Now, understanding always has its own possibilities. Understanding has the possibility of understanding itself - this is interpretation. Interpretation is understanding’s self-understanding.
Interpretation is also the actualization of possibilities that understanding discloses. Da-sein projects onto possibilities, then interprets itself as these possibilities. We take up the project of being students, then interpret ourselves as students with all the attendant frills that go with that; books, alcohol, etc.
What is interpreted, what has been explicitly understood, always has the structure of something as something. A table is explicity understood as a table.
Interpretation has a threefold structure: fore-having, fore-seeing and fore-conception. These, again, are all bound up with each other. The fore-having is the referential totality; it is the interpretation operating within that totality of reference which itself has already been understood.
When something is understood but still veiled, still unclear, still implicit, it becomes explicit through an act of appropriation - the fore-seeing.

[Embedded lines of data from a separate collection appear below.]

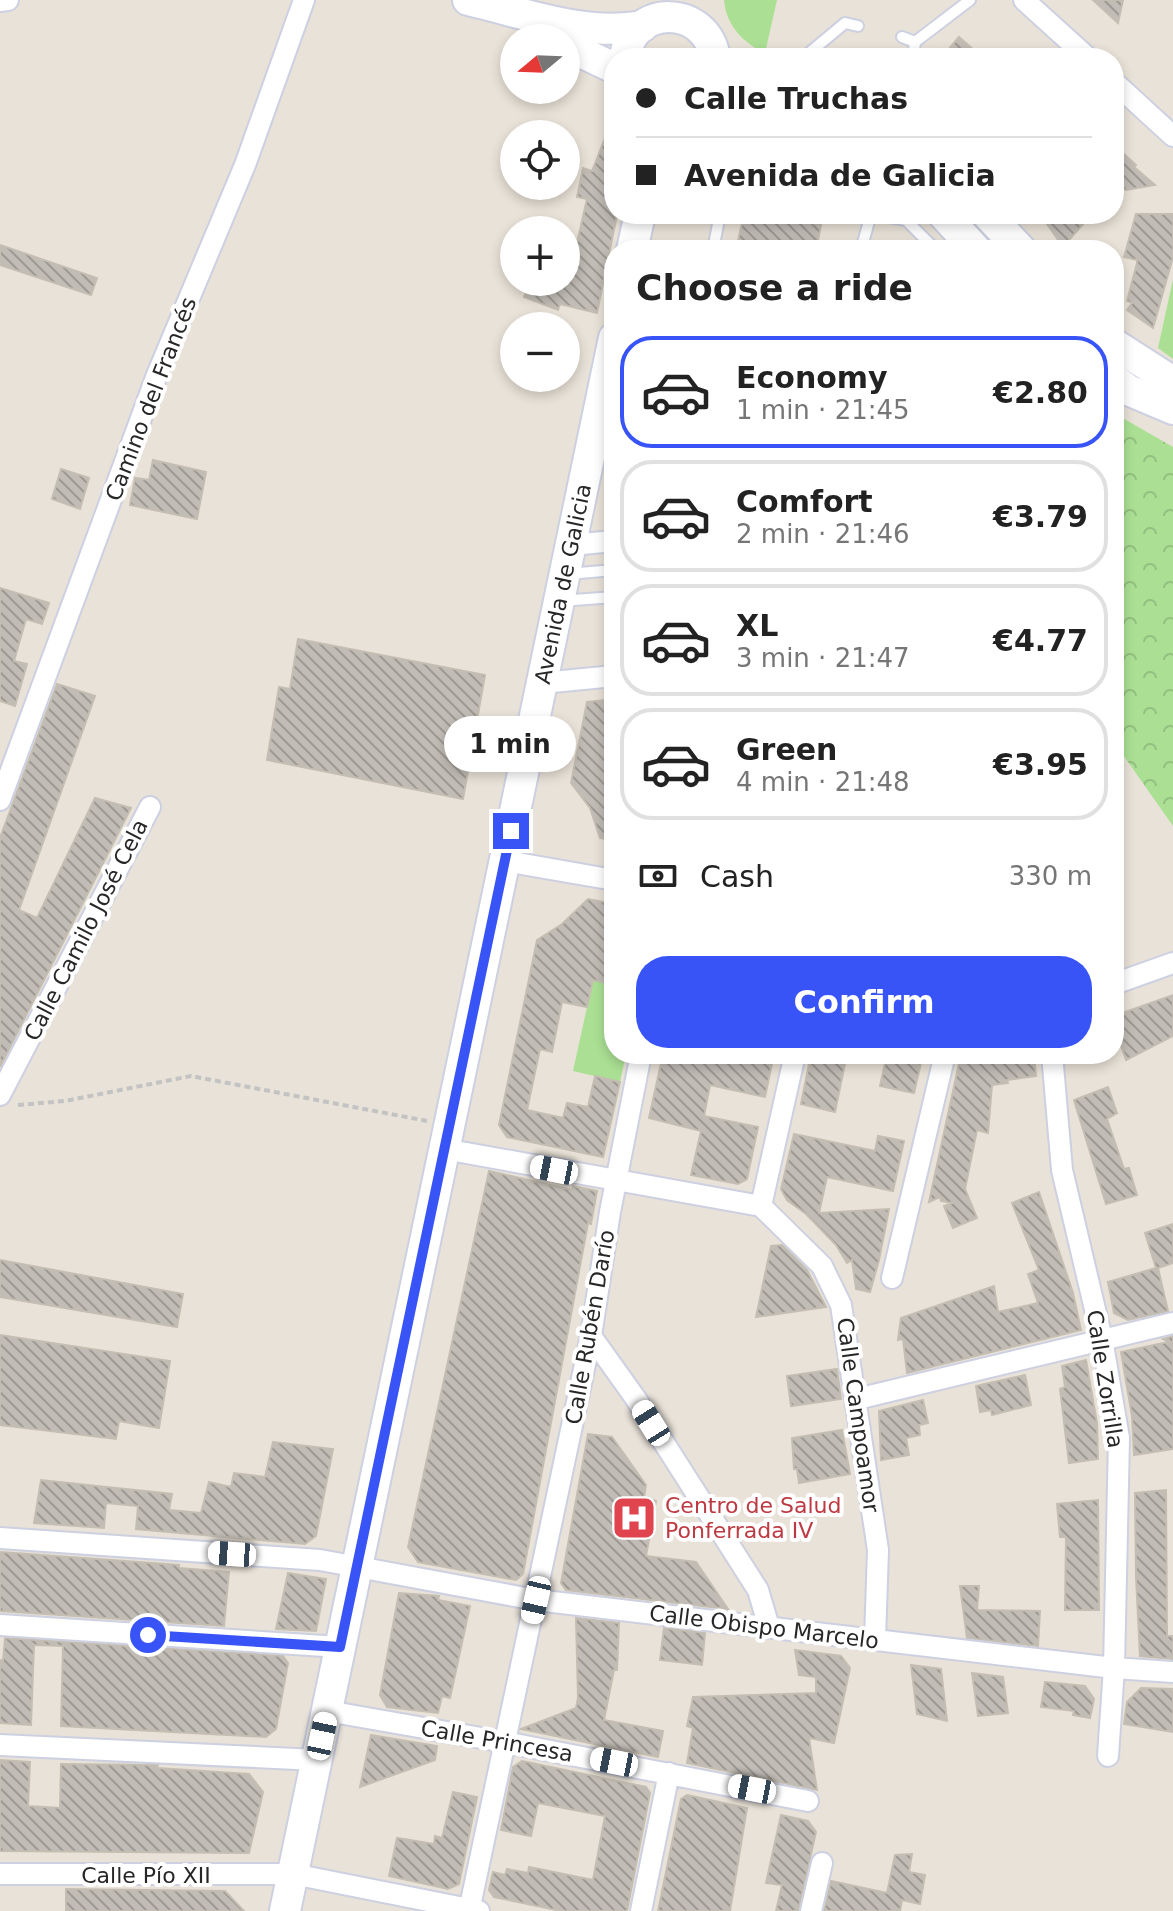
<!DOCTYPE html>
<meta charset="utf-8">
<style>
:root{--surface:#fff;--page:#f2f2f2;--text:#222;--muted:#767676;--line:#e0e0e0;--accent:#3854f6}
body{margin:0;font-family:"DejaVu Sans",sans-serif;background:var(--page);color:var(--text);height:100vh;display:flex;flex-direction:column;font-size:30px;white-space:nowrap}
*{box-sizing:border-box;margin:0}
p{font-size:26px;color:var(--muted)}
.icon{flex:none;width:44px;height:44px;fill:none;stroke:currentColor;stroke-width:2;stroke-linecap:round;stroke-linejoin:round}
.map{position:relative;flex:1;overflow:hidden}
.sheet{position:absolute;left:604px;top:240px;width:520px;height:824px;display:flex;flex-direction:column;background:var(--surface);border-radius:32px;box-shadow:0 4px 12px #0003}
.sheet>*{flex:none}
.banner{position:absolute;left:604px;top:48px;width:520px;height:176px;border-radius:32px;box-shadow:0 4px 12px #0003;display:grid;align-content:center;height:176px;padding:0 32px;background:var(--surface)}
.needle{width:52px;rotate:251deg}
.fabs{position:absolute;left:500px;top:24px;display:grid;gap:16px}
.fabs a{display:grid;place-items:center;width:80px;height:80px;border-radius:50%;background:var(--surface);box-shadow:0 4px 12px #0003;font-size:40px}
.end{position:absolute;width:36px;height:36px;margin:-18px;border:10px solid #3854f6;background:#fff;box-shadow:0 0 0 4px #fff}
.from{border-radius:50%}
.bubble{position:absolute;height:56px;border-radius:28px;background:var(--surface);box-shadow:0 4px 12px #0003;font-size:26px;font-weight:800;line-height:56px;text-align:center}
.car{position:absolute;width:24px;height:48px;margin:-24px -12px;border-radius:10px;box-shadow:0 0 6px 2px #0007;background:linear-gradient(#fff 24%,#345 0 40%,#fff 0 76%,#345 0 86%,#fff 0)}
.banner b{display:flex;align-items:center;gap:28px;height:76px;font-size:30px}
.banner b+b{border-top:2px solid var(--line)}
.banner i{width:20px;height:20px;background:var(--text)}
ul{padding:0;list-style:none}
li{display:flex;align-items:center;gap:24px;height:112px;margin:0 16px 12px;padding:0 16px;border:4px solid var(--line);border-radius:32px}
li div{flex:1}
li b{display:block;font-size:30px}
li em{font-style:normal;font-weight:800}
li.on{border-color:var(--accent)}
li>.icon{width:72px;height:72px;stroke-width:1.5}
h2{padding:0 32px;font-size:36px;line-height:96px}
.pay{display:flex;align-items:center;gap:20px;height:88px;padding:0 32px;font-size:30px}
.pay p{margin-inline-start:auto}
.cta{display:flex;gap:16px;margin-top:auto;padding:16px 32px}
.cta a{flex:1;height:92px;border-radius:32px;background:var(--accent);color:#fff;font-size:32px;font-weight:800;line-height:92px;text-align:center}
.map>svg:first-child{display:block}
.grass{fill:#abe094}
.forest{fill:url(#forest-crowns)}
.building{fill:url(#building-back-hatch);stroke:#c4beb2;stroke-width:2}
.lines{fill:none;stroke-linecap:round;stroke-linejoin:round}
.lane-casing{stroke:#cdd0e0;stroke-width:14}
.street-casing{stroke:#cdd0e0;stroke-width:24}
.secondary-casing{stroke:#cdd0e0;stroke-width:34}
.path{stroke:#c3c3c3;stroke-width:4;stroke-dasharray:6 4;stroke-linecap:butt}
.lane{stroke:#fff;stroke-width:10}
.street{stroke:#fff;stroke-width:20}
.secondary{stroke:#fff;stroke-width:30}
.route{stroke:#3854f6;stroke-width:10}
.labels{text-anchor:middle;dominant-baseline:central;stroke-width:8;stroke-linejoin:round;paint-order:stroke}
.street-label{font-size:22px;fill:#272727;stroke:#fff}
.health-label{font-size:22px;fill:#be3a42;stroke:#fff;text-anchor:start}
</style>
<div class="map">
<svg width="1173" height="1911" viewBox="0 0 1173 1911">
<defs>
<pattern id="forest-crowns" width="20" height="18" patternUnits="userSpaceOnUse" patternTransform="scale(2)"><rect width="20" height="18" fill="#abe094"/><path d="M2 6a3 3 0 1 1 6 0M12 15a3 3 0 1 1 6 0" fill="none" stroke="#93c080"/></pattern>
<pattern id="building-back-hatch" width="6" height="6" patternUnits="userSpaceOnUse" patternTransform="scale(2)"><rect width="6" height="6" fill="#c1bcb5"/><path d="M-1 5l2 2M0 0l6 6M5-1l2 2" fill="none" stroke="#9d9993"/></pattern>
</defs>
<rect width="100%" height="100%" fill="#e9e2d8"/>
<path class="grass" d="M724,0H777L765,53C743,43 726,25 724,0Z
M1173,279V359L1158,348Z
M593,980L614,985V1054H626L620,1082L573,1071Z"/>
<path class="forest" d="M1114,413L1173,447V826L1114,742Z"/>
<path class="building" d="M1093,0H1123L1118,23Z
M959,37L983,58H956L948,50Z
M613,118L614,214L617,215L597,313L560,304L558,310L524,297L530,282H568L587,199L577,197L583,168L592,171Z
M1114,145L1136,165L1134,167L1155,185L1126,190L1114,186Z
M744,214H770L821,225L816,250H736Z
M1040,214H1092L1063,247Z
M1136,214H1173V257L1153,328L1127,310L1132,303L1127,301L1137,263V260L1124,257Z
M0,245L97,278L91,295L0,265Z
M153,460L206,472L197,519L130,505L135,478L149,480Z
M61,469L89,478L80,509L52,499Z
M0,588L49,603L42,624L26,619L14,661L27,664L15,706L0,701Z
M298,639L485,675L463,799L267,760L279,687L290,689Z
M57,684L95,696L19,910L37,918L95,798L131,808L0,1067V838Z
M614,699V841L600,838L590,808L571,783L587,702Z
M588,899L614,904V985L593,980L587,1007L562,1002L552,1052L540,1049L527,1110L563,1118L567,1103L588,1107L595,1076L620,1082L603,1157L507,1137L499,1125L537,940L562,924Z
M1173,995V1036L1126,1060L1114,1025V1016Z
M663,1054H715L747,1061L748,1054H774L765,1097L710,1085L704,1116L758,1127L747,1179L738,1184L691,1175L701,1131L649,1118Z
M811,1054H847L835,1112L801,1104Z
M887,1054H923L914,1093L880,1086Z
M961,1054H1034L1036,1076L1007,1080L1008,1083L992,1085L988,1133L977,1130L965,1189L977,1218L953,1228L944,1206L952,1203L941,1201L940,1197L929,1202Z
M1108,1087L1117,1113L1107,1119L1124,1169L1129,1168L1137,1195L1106,1204L1074,1100Z
M794,1134L875,1151L878,1136L904,1141L893,1191L827,1177L819,1213L889,1209L879,1260L870,1292L856,1289L852,1260L847,1263L836,1245L806,1214L787,1200L781,1189Z
M489,1171L572,1190L573,1186L597,1191L591,1224L588,1223L523,1574L516,1580L418,1562L408,1547Z
M1039,1192L1073,1293L1081,1330L907,1373L903,1339L898,1340L901,1318L994,1286L998,1312L1038,1303L1028,1274L1039,1270L1012,1203Z
M1173,1224V1263L1158,1268L1168,1311L1128,1320L1114,1313L1108,1282L1156,1268L1145,1233Z
M782,1245L807,1270L826,1307L756,1317L771,1246Z
M0,1260L183,1294L177,1327L0,1297Z
M0,1335L170,1361L159,1428L119,1421L116,1439L0,1425Z
M1173,1336V1449L1134,1455L1132,1416L1121,1352L1168,1342L1163,1339Z
M1086,1360L1097,1423L1098,1459L1069,1463L1060,1389L1065,1387L1062,1366Z
M837,1369L841,1399L791,1406L787,1376Z
M1025,1375L1031,1405L992,1415L991,1410L980,1412L976,1386Z
M923,1400L928,1423L919,1425L920,1435L906,1438L909,1455L881,1460L879,1411Z
M842,1430L850,1474L799,1483L797,1469H794L792,1438Z
M588,1434L612,1437L646,1485L644,1498L656,1501L646,1556L696,1562L728,1609L566,1590L561,1583Z
M273,1442L333,1449L316,1536L305,1544L136,1529L138,1506L106,1503L104,1528L34,1523L41,1480L172,1494L169,1510L201,1513L209,1482L231,1487L234,1473L265,1477Z
M1166,1490L1167,1636H1173V1659L1140,1656L1136,1577L1135,1493Z
M1098,1500L1099,1610H1065L1066,1537H1060L1057,1504Z
M0,1552L179,1565V1568L229,1572L224,1626L0,1611Z
M288,1573L326,1579L316,1631L276,1629Z
M960,1586H979L977,1610L1040,1611L1038,1646L967,1638Z
M399,1593L439,1596L438,1600L470,1606L450,1698L442,1696L438,1713L387,1707L380,1695Z
M576,1618L619,1623L617,1670H614L604,1720L663,1731L658,1757L521,1729L576,1708L578,1698Z
M664,1628L705,1633L702,1665L660,1660Z
M5,1638L283,1656L288,1663L276,1729L266,1737L61,1726L63,1646L34,1645L31,1725L0,1723V1660L3,1661Z
M795,1650L841,1656L850,1668L834,1743L809,1738L817,1790L687,1763L693,1728L687,1726L693,1697L816,1693V1677L799,1675Z
M911,1665L941,1669L947,1721L917,1714Z
M972,1673L1003,1677L1008,1713L978,1716Z
M1045,1682L1085,1686L1094,1699L1090,1718L1073,1715L1074,1711L1041,1707Z
M1141,1688L1173,1689V1732L1124,1724L1127,1702Z
M371,1735L437,1746L435,1760L360,1787Z
M0,1760L30,1762L28,1806L60,1808L61,1764L158,1765L157,1768L249,1774L263,1792L249,1853L0,1851Z
M522,1761L646,1787L650,1793L627,1911H561L494,1897L489,1890L493,1872L505,1875L507,1869L528,1873L529,1867L593,1880L605,1816L538,1803L531,1836L501,1830L513,1767Z
M453,1792L477,1797L459,1884L448,1889L389,1876L397,1838L434,1844L435,1836L442,1838Z
M687,1795L747,1808L730,1911H658L681,1799Z
M781,1815L808,1821L816,1832L798,1911H776L782,1885L766,1883Z
M912,1854L909,1872L925,1875L920,1904L902,1900L900,1911H824L831,1881L887,1893L895,1855Z
M66,1889L225,1891L244,1911H66Z"/>
<g class="lines">
<g class="lane-casing">
<path id="lane" d="M902,37L915,42L913,58
M915,42L970,0
M803,58L845,23L858,26
M872,214L906,220L936,250
M713,250L720,214
M861,250L871,214
M568,574L614,570
M561,601L614,597"/>
</g>
<g class="street-casing">
<path id="street" d="M1024,0L1088,58
M0,1L8,0
M1114,82L1173,136
M571,545L614,541
M542,683L614,676
M0,800L157,375L245,165L304,0
M505,861L614,880
M1114,984L1173,963
M1052,1054L1062,1170L1102,1339L1119,1438L1114,1668L1108,1756
M0,1095L150,807
M444,1149L761,1206L822,1266L841,1305L878,1550L875,1640
M761,1206L795,1054
M892,1278L945,1054
M591,1336L636,1399L758,1590L769,1627
M857,1399L1173,1323
M0,1538L320,1560L536,1600L1114,1668L1173,1672
M0,1625L340,1647
M327,1711L504,1742L808,1801
M0,1745L317,1760
M0,1874H293L479,1911
M469,1911L591,1336L610,1212L641,1054
M641,1911L669,1773
M811,1911L822,1863"/>
</g>
<g class="secondary-casing">
<g id="secondary">
<path d="M468,0C524,13 586,37 643,26"/>
<path d="M566,45L614,68"/>
<path d="M625,58C631,3 707,4 715,58"/>
<path d="M943,214L976,250"/>
<path d="M987,214L1021,250"/>
<path d="M632,250L640,214"/>
<path d="M1114,344L1173,382"/>
<path d="M1114,379L1128,390L1173,409"/>
<path id="s1" d="M285,1911L614,338"/>
</g>
</g>
<path class="path" d="M18,1105L65,1101L191,1076L427,1121"/>
<use href="#lane" class="lane"/>
<use href="#street" class="street"/>
<use href="#secondary" class="secondary"/>
</g>
<g class="lines">
<path class="route" d="M148,1635L340,1647L511,831"/>
</g>
<defs>
<g id="hospital-square" transform="scale(2.3)"><rect x="-9" y="-9" width="18" height="18" rx="4" fill="#e0444e" stroke="#fff"/><path d="M-5-5h3v3.5h4V-5h3V5h-3V1.5h-4V5h-3Z" fill="#fff"/></g>
</defs>
<g fill-rule="evenodd">
<use href="#hospital-square" x="634" y="1518"/>
</g>
<g class="labels">
<g class="street-label">
<text transform="translate(151 399) rotate(-69)">Camino del Francés</text>
<text stroke="none"><textPath href="#s1" startOffset="1356">Avenida de Galicia</textPath></text>
<text transform="translate(86 930) rotate(-63)">Calle Camilo José Cela</text>
<text transform="translate(590 1327) rotate(-80)">Calle Rubén Darío</text>
<text transform="translate(1105 1379) rotate(81)">Calle Zorrilla</text>
<text transform="translate(858 1415) rotate(82)">Calle Campoamor</text>
<text transform="translate(764 1627) rotate(7)">Calle Obispo Marcelo</text>
<text transform="translate(497 1741) rotate(10)">Calle Princesa</text>
<text x="146" y="1875">Calle Pío XII</text>
</g>
<g class="health-label">
<text x="665" y="1505">Centro de Salud<tspan x="665" dy="25">Ponferrada IV</tspan></text>
</g>
</g>
</svg>
<div class="fabs">
<a><svg class="needle" viewBox="-14 -14 28 28"><path d="M0-13l5 13h-10z" fill="#e53935"/><path d="M0 13l5-13h-10z" fill="#767676"/></svg></a>
<a><svg class="icon" aria-label="locate" viewBox="0 0 24 24"><circle cx="12" cy="12" r="6"/><path d="M12 2v4M12 18v4M2 12h4M18 12h4"/></svg></a>
<a>+</a>
<a>−</a>
</div>
<i class="end from" style="left:148px;top:1635px"></i>
<i class="end" style="left:511px;top:831px"></i>
<div class="bubble" style="left:444px;top:716px;width:132px">1 min</div>
<i class="car" style="left:554px;top:1170px;rotate:281deg"></i>
<i class="car" style="left:651px;top:1423px;rotate:328deg"></i>
<i class="car" style="left:232px;top:1554px;rotate:274deg"></i>
<i class="car" style="left:536px;top:1600px;rotate:193deg"></i>
<i class="car" style="left:322px;top:1736px;rotate:12deg"></i>
<i class="car" style="left:614px;top:1762px;rotate:281deg"></i>
<i class="car" style="left:752px;top:1789px;rotate:281deg"></i>
<div class="banner">
<b><i class="from"></i>Calle Truchas</b>
<b><i></i>Avenida de Galicia</b>
</div>
<section class="sheet">
<h2>Choose a ride</h2>
<ul>
<li class="on"><svg class="icon" aria-label="car" viewBox="0 0 24 24"><path d="M5 17H2v-5l4-1 3-4h7l3 4 3 1v5h-3M9 17h6M6 11h13"/><circle cx="7" cy="17" r="2"/><circle cx="17" cy="17" r="2"/></svg><div><b>Economy</b><p>1 min · 21:45</p></div><em>€2.80</em></li>
<li><svg class="icon" aria-label="car" viewBox="0 0 24 24"><path d="M5 17H2v-5l4-1 3-4h7l3 4 3 1v5h-3M9 17h6M6 11h13"/><circle cx="7" cy="17" r="2"/><circle cx="17" cy="17" r="2"/></svg><div><b>Comfort</b><p>2 min · 21:46</p></div><em>€3.79</em></li>
<li><svg class="icon" aria-label="car" viewBox="0 0 24 24"><path d="M5 17H2v-5l4-1 3-4h7l3 4 3 1v5h-3M9 17h6M6 11h13"/><circle cx="7" cy="17" r="2"/><circle cx="17" cy="17" r="2"/></svg><div><b>XL</b><p>3 min · 21:47</p></div><em>€4.77</em></li>
<li><svg class="icon" aria-label="car" viewBox="0 0 24 24"><path d="M5 17H2v-5l4-1 3-4h7l3 4 3 1v5h-3M9 17h6M6 11h13"/><circle cx="7" cy="17" r="2"/><circle cx="17" cy="17" r="2"/></svg><div><b>Green</b><p>4 min · 21:48</p></div><em>€3.95</em></li>
</ul>
<div class="pay"><svg class="icon" aria-label="cash" viewBox="0 0 24 24"><path d="M3 7h18v10H3z"/><circle cx="12" cy="12" r="2"/></svg>Cash<p>330 m</p></div>
<div class="cta"><a>Confirm</a></div>
</section>
</div>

The fore-having reveals what is to be understood, the fore-seeing works specifically upon what is to be understood. This interpretation is already decided upon by a definite conceptuality - this is the fore-conception.
The interpretation of something as something is grounded in fore-having, fore-seeing and fore-conception. This is a circle, but it is not a vicious circle to be avoided; the trick is to enter the circle in the right way; this is why Heidegger had that whole discussion of the structure of the question at the beginning of the book.